> **EXERCISE INSTRUCTIONS**:
Exactly the lines from the top of the records below through the one containing "Annotation task. Read" must be set down, with no line added or dropped.

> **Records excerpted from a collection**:
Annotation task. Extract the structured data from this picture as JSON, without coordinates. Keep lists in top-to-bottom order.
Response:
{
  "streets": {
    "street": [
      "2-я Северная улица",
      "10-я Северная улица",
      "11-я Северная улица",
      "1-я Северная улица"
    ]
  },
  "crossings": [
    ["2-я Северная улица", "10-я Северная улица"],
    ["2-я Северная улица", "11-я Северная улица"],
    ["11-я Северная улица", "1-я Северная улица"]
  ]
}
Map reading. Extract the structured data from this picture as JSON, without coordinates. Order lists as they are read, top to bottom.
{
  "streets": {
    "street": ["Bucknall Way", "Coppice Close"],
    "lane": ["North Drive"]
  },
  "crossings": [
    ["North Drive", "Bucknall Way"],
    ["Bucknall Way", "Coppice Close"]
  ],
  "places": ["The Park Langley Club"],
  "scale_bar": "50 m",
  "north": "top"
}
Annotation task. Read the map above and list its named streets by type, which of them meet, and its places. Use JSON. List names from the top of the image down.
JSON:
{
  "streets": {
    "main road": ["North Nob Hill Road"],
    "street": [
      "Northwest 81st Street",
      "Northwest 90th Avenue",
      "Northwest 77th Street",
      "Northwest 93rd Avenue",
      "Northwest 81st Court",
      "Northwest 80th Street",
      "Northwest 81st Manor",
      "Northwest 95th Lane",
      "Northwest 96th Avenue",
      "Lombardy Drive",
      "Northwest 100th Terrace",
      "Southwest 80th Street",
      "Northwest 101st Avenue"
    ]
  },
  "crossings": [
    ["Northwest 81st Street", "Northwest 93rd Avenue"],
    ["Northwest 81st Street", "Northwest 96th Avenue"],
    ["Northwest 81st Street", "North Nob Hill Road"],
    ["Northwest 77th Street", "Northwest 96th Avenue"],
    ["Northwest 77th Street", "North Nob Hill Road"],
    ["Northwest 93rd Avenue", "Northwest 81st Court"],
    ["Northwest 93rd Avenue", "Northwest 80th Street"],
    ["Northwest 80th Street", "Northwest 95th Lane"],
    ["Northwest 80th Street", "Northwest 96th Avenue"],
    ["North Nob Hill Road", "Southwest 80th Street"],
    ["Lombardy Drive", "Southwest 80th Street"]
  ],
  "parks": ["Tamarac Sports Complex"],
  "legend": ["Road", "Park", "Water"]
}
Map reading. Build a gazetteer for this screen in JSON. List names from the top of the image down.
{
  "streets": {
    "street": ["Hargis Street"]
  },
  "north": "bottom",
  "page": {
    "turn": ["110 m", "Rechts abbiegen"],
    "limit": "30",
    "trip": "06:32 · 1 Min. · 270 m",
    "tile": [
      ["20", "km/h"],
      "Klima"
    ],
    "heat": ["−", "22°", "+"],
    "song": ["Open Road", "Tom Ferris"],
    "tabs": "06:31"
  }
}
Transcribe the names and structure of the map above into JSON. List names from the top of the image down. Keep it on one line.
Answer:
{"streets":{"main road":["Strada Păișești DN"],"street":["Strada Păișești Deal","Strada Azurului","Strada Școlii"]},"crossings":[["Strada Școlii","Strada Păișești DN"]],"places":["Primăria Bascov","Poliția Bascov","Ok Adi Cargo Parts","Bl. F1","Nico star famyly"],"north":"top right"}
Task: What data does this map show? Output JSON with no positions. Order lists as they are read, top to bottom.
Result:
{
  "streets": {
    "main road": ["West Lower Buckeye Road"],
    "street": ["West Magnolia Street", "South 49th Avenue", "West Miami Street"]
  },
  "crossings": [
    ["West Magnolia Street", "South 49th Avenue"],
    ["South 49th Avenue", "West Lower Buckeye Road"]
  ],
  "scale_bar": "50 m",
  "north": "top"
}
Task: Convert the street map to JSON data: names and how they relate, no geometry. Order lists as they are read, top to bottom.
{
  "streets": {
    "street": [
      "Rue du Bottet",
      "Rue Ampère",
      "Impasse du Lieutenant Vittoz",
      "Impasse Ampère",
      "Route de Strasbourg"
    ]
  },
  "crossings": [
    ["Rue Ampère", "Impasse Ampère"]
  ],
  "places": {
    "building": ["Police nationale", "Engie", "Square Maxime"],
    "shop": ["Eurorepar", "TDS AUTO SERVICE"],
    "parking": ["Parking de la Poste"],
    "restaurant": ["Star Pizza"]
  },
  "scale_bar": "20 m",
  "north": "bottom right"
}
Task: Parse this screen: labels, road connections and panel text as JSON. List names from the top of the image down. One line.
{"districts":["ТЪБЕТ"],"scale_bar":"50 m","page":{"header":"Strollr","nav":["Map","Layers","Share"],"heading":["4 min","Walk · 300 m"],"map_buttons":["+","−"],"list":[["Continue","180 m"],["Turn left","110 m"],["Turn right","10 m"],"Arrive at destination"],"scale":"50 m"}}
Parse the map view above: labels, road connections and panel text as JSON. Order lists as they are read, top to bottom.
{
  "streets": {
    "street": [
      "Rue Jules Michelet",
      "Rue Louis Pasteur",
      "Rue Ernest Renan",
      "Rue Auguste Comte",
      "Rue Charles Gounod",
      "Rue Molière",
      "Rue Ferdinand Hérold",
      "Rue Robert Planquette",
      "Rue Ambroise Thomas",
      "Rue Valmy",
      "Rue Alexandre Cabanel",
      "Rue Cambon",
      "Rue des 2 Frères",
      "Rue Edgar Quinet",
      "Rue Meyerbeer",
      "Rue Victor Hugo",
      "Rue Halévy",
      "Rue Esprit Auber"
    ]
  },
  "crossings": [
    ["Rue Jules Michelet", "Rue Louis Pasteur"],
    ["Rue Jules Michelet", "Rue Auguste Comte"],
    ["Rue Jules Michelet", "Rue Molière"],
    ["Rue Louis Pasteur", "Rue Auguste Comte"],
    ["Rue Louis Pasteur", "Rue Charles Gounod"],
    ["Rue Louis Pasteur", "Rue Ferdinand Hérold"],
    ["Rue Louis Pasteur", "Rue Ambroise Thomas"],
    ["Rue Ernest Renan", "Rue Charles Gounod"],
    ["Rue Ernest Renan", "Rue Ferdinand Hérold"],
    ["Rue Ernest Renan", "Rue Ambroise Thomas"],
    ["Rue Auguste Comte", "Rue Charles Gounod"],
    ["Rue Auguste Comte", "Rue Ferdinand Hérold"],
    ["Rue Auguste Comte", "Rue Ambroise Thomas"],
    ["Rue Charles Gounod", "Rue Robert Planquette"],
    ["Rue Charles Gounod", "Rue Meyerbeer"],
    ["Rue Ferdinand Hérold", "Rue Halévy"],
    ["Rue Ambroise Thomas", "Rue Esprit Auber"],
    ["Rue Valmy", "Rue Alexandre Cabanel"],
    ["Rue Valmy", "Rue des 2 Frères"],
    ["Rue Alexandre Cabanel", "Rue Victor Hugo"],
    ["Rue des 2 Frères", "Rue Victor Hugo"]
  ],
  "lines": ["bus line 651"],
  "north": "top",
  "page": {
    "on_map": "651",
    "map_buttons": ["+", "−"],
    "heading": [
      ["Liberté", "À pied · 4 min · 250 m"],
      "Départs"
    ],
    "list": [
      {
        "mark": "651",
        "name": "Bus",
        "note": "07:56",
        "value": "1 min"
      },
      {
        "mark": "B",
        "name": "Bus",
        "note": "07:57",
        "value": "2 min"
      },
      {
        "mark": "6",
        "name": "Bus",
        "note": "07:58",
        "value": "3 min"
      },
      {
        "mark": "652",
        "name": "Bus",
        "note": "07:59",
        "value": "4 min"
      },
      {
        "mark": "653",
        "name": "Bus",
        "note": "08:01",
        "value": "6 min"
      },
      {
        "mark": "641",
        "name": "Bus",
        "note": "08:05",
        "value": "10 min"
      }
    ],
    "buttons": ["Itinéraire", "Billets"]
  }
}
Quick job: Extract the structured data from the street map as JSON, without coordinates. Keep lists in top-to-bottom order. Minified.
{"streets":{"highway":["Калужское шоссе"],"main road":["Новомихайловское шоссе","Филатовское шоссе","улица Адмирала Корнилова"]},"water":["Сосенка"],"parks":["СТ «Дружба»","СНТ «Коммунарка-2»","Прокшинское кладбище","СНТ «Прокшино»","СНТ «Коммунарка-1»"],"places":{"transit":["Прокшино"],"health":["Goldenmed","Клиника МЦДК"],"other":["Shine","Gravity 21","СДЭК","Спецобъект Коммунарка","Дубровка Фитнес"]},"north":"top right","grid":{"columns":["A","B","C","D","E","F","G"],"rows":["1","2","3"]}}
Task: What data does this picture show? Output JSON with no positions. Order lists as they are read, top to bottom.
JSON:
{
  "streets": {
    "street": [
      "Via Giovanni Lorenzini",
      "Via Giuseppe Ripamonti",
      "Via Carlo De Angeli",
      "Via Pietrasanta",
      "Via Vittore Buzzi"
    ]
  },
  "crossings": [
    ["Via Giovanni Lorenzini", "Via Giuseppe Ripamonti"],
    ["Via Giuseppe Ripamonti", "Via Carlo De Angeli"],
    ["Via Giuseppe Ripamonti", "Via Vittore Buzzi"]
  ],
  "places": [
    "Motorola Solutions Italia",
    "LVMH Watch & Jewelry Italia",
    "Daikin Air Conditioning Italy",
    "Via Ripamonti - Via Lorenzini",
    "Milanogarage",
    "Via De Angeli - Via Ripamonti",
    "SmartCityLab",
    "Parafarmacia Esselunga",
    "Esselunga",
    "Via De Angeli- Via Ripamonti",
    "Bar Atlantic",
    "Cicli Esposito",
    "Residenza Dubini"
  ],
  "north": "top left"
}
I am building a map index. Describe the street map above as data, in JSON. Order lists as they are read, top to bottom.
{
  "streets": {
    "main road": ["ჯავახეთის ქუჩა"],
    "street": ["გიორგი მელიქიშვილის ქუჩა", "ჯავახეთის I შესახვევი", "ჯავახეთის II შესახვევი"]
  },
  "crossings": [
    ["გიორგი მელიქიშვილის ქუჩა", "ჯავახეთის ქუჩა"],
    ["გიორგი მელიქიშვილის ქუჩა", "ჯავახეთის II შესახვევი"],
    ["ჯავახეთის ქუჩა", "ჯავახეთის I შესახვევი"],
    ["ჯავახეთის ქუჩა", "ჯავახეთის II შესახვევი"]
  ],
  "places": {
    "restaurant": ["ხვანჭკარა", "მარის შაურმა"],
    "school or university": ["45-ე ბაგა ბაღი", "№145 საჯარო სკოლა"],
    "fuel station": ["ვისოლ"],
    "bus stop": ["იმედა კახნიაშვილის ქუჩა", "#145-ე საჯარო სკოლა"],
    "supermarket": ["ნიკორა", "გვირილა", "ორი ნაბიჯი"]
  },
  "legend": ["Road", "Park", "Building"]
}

> **RESPONSE AREA**:
Annotation task. Extract the structured data from this picture as JSON, without coordinates. Keep lists in top-to-bottom order.
Response:
{
  "streets": {
    "street": [
      "2-я Северная улица",
      "10-я Северная улица",
      "11-я Северная улица",
      "1-я Северная улица"
    ]
  },
  "crossings": [
    ["2-я Северная улица", "10-я Северная улица"],
    ["2-я Северная улица", "11-я Северная улица"],
    ["11-я Северная улица", "1-я Северная улица"]
  ]
}
Map reading. Extract the structured data from this picture as JSON, without coordinates. Order lists as they are read, top to bottom.
{
  "streets": {
    "street": ["Bucknall Way", "Coppice Close"],
    "lane": ["North Drive"]
  },
  "crossings": [
    ["North Drive", "Bucknall Way"],
    ["Bucknall Way", "Coppice Close"]
  ],
  "places": ["The Park Langley Club"],
  "scale_bar": "50 m",
  "north": "top"
}
Annotation task. Read the map above and list its named streets by type, which of them meet, and its places. Use JSON. List names from the top of the image down.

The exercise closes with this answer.